Surga bagi para siswa adalah jam kosong. Kelas Agra tampak kegirangan ketika mendapat kabar bahwa guru yang mengajar hari ini tidak sempat hadit karena menghadiri pernikahan saudara.


"Cabut, kuy! Bosen dikelas mulu." Deon mulai mengajak, Alif yang terlihat memainkan ponselnya berhenti dan berdiri merangkul Deon. "Setuju! Kita makan-makan, Agra yang bayar!"


Agra memutar mata malas. Dua sahabatnya itu sangat kaya, tapi jika soal traktir men-traktir, selalu dompet Agra yang menjadi korban. Alasannya, karena harta Agra sedikit lebih banyak.


Basi.


Beranjak dari dudukannya, Agra memimpin jalan. Alif dan Deon mengikut dibelakang. Sesekali terdengar Deon yang melempar gombalan ke adik kelas maupun seangkatan. Agra dan Alif cuek-cuek saja. Sudah biasa.


"Eh, Gra. Liat deh kelapangan, itu mata gue yang salah atau emang Lena kayak pucat ya?" Mendengar nama Lena disebut, Agra langsung mengikuti arahan Alif untuk melihat ke lapangan. Benar saja, Lena yang tengah melakukan pemanasan sangat terlihat pucat.


"Lo kok bengong, sih?! Samper woi! Kasian anak orang." Alif mendorong bahu Agra, membuat cowoo itu mau tidak mau menghampiri Lena. Namun, Agra baru sampai ke pertengahan, Lena sudah terlihat sangat lemas. Hingga akhirnya Agra refleks berlari dan tepat waktu menangkap tubuh cewek itu yang hampir ambruk ke lantai lapangan.


Semua orang terkejut akan aksi tiba-tiba Agra.


Tidak kalah terkejutnya dengan cewek yang ikut menyaksikan kejadian itu di koridor atas.


"Agra kenapa sepanik itu?" gumam Aurora. Ia heran melihat wajah panik Agra. Aurora tau Lena dan Agra mungkin memiliki hubungan keluarga setelah kedatangan Lena ke rumah sakit waktu itu, tetapi ekspresi Agra terlihat lebih khawatir kepada ... Aurora menggelengkan kepalanya.

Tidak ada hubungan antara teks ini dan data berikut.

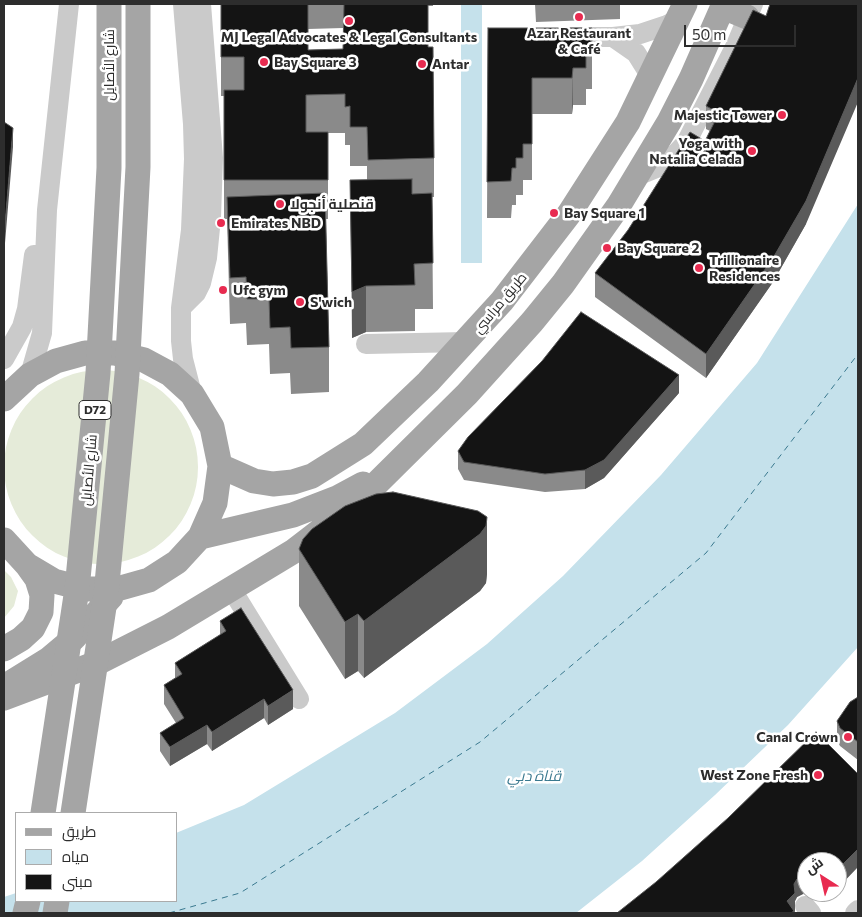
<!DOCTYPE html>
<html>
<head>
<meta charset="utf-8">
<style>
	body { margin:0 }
	#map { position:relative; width:862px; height:917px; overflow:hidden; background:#fff; font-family:Commissioner,Cairo,sans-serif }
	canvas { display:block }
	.frame { position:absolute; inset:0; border:5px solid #2d2d2d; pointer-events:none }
	.legend { position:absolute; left:15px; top:812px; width:162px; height:90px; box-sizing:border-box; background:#fff; border:1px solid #ababab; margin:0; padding:6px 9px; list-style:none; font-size:15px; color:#2d2d2d }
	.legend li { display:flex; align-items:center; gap:10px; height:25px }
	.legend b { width:25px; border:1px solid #ababab }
	.north { position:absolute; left:797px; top:852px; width:50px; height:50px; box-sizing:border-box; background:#fff; border:1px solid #ababab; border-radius:50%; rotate:325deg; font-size:14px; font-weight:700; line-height:20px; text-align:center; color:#2d2d2d }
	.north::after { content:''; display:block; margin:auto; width:18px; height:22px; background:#e82b50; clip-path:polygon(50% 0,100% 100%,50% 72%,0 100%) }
	.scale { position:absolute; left:684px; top:25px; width:112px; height:22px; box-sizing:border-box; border:2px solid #2d2d2d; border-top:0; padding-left:6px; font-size:15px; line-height:18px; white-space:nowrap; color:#2d2d2d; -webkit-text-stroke:4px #fff; paint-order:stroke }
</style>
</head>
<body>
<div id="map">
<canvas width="862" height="917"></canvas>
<div class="frame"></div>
<ul class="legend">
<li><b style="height:6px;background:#a5a5a5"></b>طريق</li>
<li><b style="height:14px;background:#c5e1eb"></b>مياه</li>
<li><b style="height:14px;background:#141414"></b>مبنى</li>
</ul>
<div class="north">ش</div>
<div class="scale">50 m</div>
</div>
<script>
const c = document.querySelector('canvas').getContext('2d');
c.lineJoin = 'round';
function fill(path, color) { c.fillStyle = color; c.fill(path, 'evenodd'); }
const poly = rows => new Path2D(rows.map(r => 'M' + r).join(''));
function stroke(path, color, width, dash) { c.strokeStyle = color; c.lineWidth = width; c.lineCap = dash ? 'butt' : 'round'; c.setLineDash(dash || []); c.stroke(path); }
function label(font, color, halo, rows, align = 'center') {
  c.font = font + ' Commissioner,Cairo,sans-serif'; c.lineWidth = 5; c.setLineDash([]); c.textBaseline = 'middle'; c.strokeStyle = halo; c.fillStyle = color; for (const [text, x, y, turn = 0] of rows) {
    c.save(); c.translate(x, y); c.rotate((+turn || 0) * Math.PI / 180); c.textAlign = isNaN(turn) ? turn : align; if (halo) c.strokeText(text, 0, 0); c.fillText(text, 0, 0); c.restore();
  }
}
const green = poly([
	'4 467a97 97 0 1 1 194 0a97 97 0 1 1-194 0Z',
	[4,570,11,577,18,591,14,606,4,618]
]);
const water = poly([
	[461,4,482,4,482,263,461,263],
	[858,204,858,647,788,725,715,795,642,861,576,913,4,913,4,897,16,893,16,901,176,901,176,833,244,805,395,713,487,644,563,576,661,475,757,363]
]);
const ferry = poly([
	[169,913,240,893,480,742,706,553,858,354]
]);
const minor = poly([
	[183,4,193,124,194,159,191,230,181,308,181,341,183,359,192,394],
	[566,37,613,37,640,34,667,25,679,19],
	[613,37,636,53,651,77],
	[637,176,666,164,686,143,736,45,753,4],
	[181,308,196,293,201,283,207,258,211,218,213,158,201,4],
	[366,344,466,342],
	[4,359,22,327,27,309,34,255],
	[30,375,42,333,47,210,69,4],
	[232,590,299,699],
	[805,906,811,913],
	[855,913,858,910]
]);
const major = poly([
	[723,7,747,17],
	[4,399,30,375,56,361,85,353,115,353,144,360,170,374,192,394,212,427,220,466,215,503,200,537,177,562,149,580,117,589,85,589,54,581,27,565,4,540],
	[220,466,254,481,273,484,293,482,312,476,363,444,428,382,502,301,569,214,628,122,685,4],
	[200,537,293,515,337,498,363,484],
	[4,649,21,639,33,628,41,612,42,595,37,579,27,565],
	[4,687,49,659,74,638,111,597],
	[4,698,97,663,168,627,294,551,359,501,467,394,532,322,563,284,619,205,669,122,691,79,724,4],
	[25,913,28,901],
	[55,913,57,901]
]);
const majorBridge = poly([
	[43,813,77,589,98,373,109,168,109,4],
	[73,813,106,594,127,374,138,167,138,4]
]);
const wall = poly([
	[221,4,433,4,433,6,428,6,428,47,434,158,434,197,432,197,433,309,415,309,415,331,366,332,352,338,350,180,367,180,367,166,350,166,350,145,345,145,345,133,328,133,328,219,326,219,329,347,329,392,291,394,290,373,270,374,269,344,247,345,246,323,230,324,227,219,224,219,224,96,221,96],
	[343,28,343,49,308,50,308,29],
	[535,4,620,4,620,19,536,22],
	[753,10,806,224,773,282,706,378,595,297,595,273,705,141,710,131,706,129,706,106],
	[488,28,592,28,592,89,586,89,586,105,573,105,572,114,532,114,532,180,523,180,523,195,516,195,516,205,512,205,511,218,487,218],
	[679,393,604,478,585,489,545,492,464,480,458,469,458,451],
	[299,549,487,574,486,583,480,591,364,678,358,671,345,679,299,606],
	[220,621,293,709,268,725,264,718,212,751,207,744,170,766,160,751,160,733,176,723,164,704,164,685,175,678,175,663,220,635],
	[858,697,858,760,840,746,837,740,837,721],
	[807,862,807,892,834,892,824,902,815,892,811,896,803,894,797,897,795,901,795,911,794,913,617,913]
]);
const shadedWall = poly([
	[573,68,573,105,572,114],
	[858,78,858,102,806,224,773,282,706,378,706,354],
	[13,128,13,147,4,255,4,237],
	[366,286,366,332,352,338,352,292],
	[679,375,679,393,604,478,585,489,585,470],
	[487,517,487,574,486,583,480,591,364,678,364,621],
	[358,614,358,671,345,679,345,622],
	[293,690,293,709,268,725,268,706],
	[264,699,264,718,212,751,212,732],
	[207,725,207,744,170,766,170,747],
	[858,849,858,867,837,889,837,870],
	[803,876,803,894,797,897,795,901,795,911,794,913,787,913,787,901,794,884,797,879],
	[811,892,815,892,811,896],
	[824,892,834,892,824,902]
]);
const building = poly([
	[221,4,308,4,308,50,343,49,344,4,428,4,428,47,433,47,434,158,368,160,367,127,350,127,350,106,345,107,345,94,306,95,306,132,328,132,328,180,224,180,224,90,244,90,244,57,221,57,221,4],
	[770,4,858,4,858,78,806,201,773,258,706,354,595,273,628,230,688,135,690,132,705,141,719,113,706,106,753,10,766,16,770,4],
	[488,28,592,28,592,53,586,53,586,68,573,68,572,78,532,78,532,144,523,144,523,158,516,158,516,168,512,168,511,181,487,182,488,28],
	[4,122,13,128,4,237,4,122],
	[412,179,412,194,432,193,433,263,414,264,415,285,366,286,352,292,350,180,412,179],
	[325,193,329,347,291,348,290,327,270,328,269,299,247,299,246,277,230,278,227,197,325,193],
	[581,312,679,375,604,460,585,470,545,474,464,462,458,451,468,437,542,361,581,312],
	[393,492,478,511,487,517,486,526,480,534,364,621,358,614,345,622,299,549,303,539,312,529,345,506,376,494,393,492],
	[241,608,293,690,268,706,264,699,212,732,207,725,170,747,160,733,184,718,164,685,182,674,175,663,226,631,220,621,241,608],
	[858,697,858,742,840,728,837,721,850,702,858,697],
	[816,732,858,774,858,849,837,870,837,862,807,862,807,877,803,876,797,879,794,884,795,893,787,901,794,911,791,913,617,913,656,882,728,818,816,732]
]);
const markers = [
	[579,17,5,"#e82b50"],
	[349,21,5,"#e82b50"],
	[264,62,5,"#e82b50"],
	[422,64,5,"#e82b50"],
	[782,115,5,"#e82b50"],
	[752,151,5,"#e82b50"],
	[280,204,5,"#e82b50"],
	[554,213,5,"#e82b50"],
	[221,223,5,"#e82b50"],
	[607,248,5,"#e82b50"],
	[699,268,5,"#e82b50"],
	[223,290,5,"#e82b50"],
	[300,302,5,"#e82b50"],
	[848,737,5,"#e82b50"],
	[818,775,5,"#e82b50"]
];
const shields = [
	[95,410,32]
];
const shieldNames = [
	["D72",95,410]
];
const poiNames = [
	["Azar Restaurant",579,33,"center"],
	["& Café",579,49,"center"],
	["MJ Legal Advocates & Legal Consultants",349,37,"center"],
	["Bay Square 3",274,62],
	["Antar",432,64],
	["Majestic Tower",772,115,"right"],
	["Yoga with",742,143,"right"],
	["Natalia Celada",742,159,"right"],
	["قنصلية أنجولا",290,204],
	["Bay Square 1",564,213],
	["Emirates NBD",231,223],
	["Bay Square 2",617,248],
	["Trillionaire",709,260],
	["Residences",709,276],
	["Ufc gym",233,290],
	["S'wich",310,302],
	["Canal Crown",838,737,"right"],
	["West Zone Fresh",808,775,"right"]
];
const streetNames = [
	["شارع الأصايل",109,65,-90],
	["طريق مراسي",500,303,-50],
	["شارع الأصايل",89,470,-85]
];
const waterNames = [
	["قناة دبي",534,776]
];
fill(green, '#e5ebd9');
fill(water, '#c5e1eb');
stroke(ferry, '#3a798f', 1, [6, 5]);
stroke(minor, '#cacaca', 20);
stroke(major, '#a5a5a5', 25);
stroke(majorBridge, '#a5a5a5', 25);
fill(wall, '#8a8a8a');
fill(shadedWall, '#5a5a5a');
fill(building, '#141414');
stroke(building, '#5a5a5a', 1);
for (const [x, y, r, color] of markers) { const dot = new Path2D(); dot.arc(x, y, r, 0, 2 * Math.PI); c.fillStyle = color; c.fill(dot); stroke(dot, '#fff', 2); }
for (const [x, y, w] of shields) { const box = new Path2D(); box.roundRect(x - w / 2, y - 9.5, w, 19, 4); c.fillStyle = '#fff'; c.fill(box); stroke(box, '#2d2d2d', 1); }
label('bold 12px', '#2d2d2d', null, shieldNames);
label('bold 14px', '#2d2d2d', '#fff', poiNames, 'left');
label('14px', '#2d2d2d', '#fff', streetNames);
label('italic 15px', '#3a798f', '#fff', waterNames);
</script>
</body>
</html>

"Mikir apaan sih, Ra! Jelas lah Agra khawatir. Lena kan keluarganya. Gak usah mikir aneh-aneh deh.


***


Kejadian di lapangan tadi entah kenapa begitu cepat terlupakan. Orang-orang yang tadinya heboh mengepoi hubungan Agra dan Lena, seketika diam dan terlihat bodo amat. Aurora pun tidak mempermasalahkan hal itu. Berbeda dengan Keyra yang sempat diam-diam mengepalkan tangannya. Namun, cewek itu juga kembali biasa-biasa saja.


Sepulang sekolah, Agra meminta pulang bersama. Alhasil, mereka kini berada di atas motor yang sama. Saling diam namun tidak terasa canggung. Aurora menikmati angin sepoi-sepoi dan Agra sibuk dengan pikirannya.


Sepersekian menit berlalu, mereka sampai ke rumah Aurora. Cewek itu turun dari jok belakang lalu tersenyum pada Agra yang segera merapikan rambut Aurora.


Agra menatap Aurora yang juga berdiri menatapnya. Senyum cowok itu mengembang dan menyisir rambut Aurora kebelakang telinga. "Gue sayang lo, Ra. Bener-bener sayang lo," ucapnya tiba-tiba. Membuat Aurora mengernyitkan alis bingung.


"Kok tiba-tiba ngomong gitu?"


Agra menggeleng, masih dengan senyum dan mata yang menyelami indahnya mata coklat Aurora. "Gue cuma mau bilang itu aja." Kemudian tangannya meraih kedua tangan Aurora. "Jadi jangan tinggalin gue apapun yang terjadi ya? Gue gak mau kehilangan lo."


Aurora merona, sekalipun ia bingung akan anehnya Agra.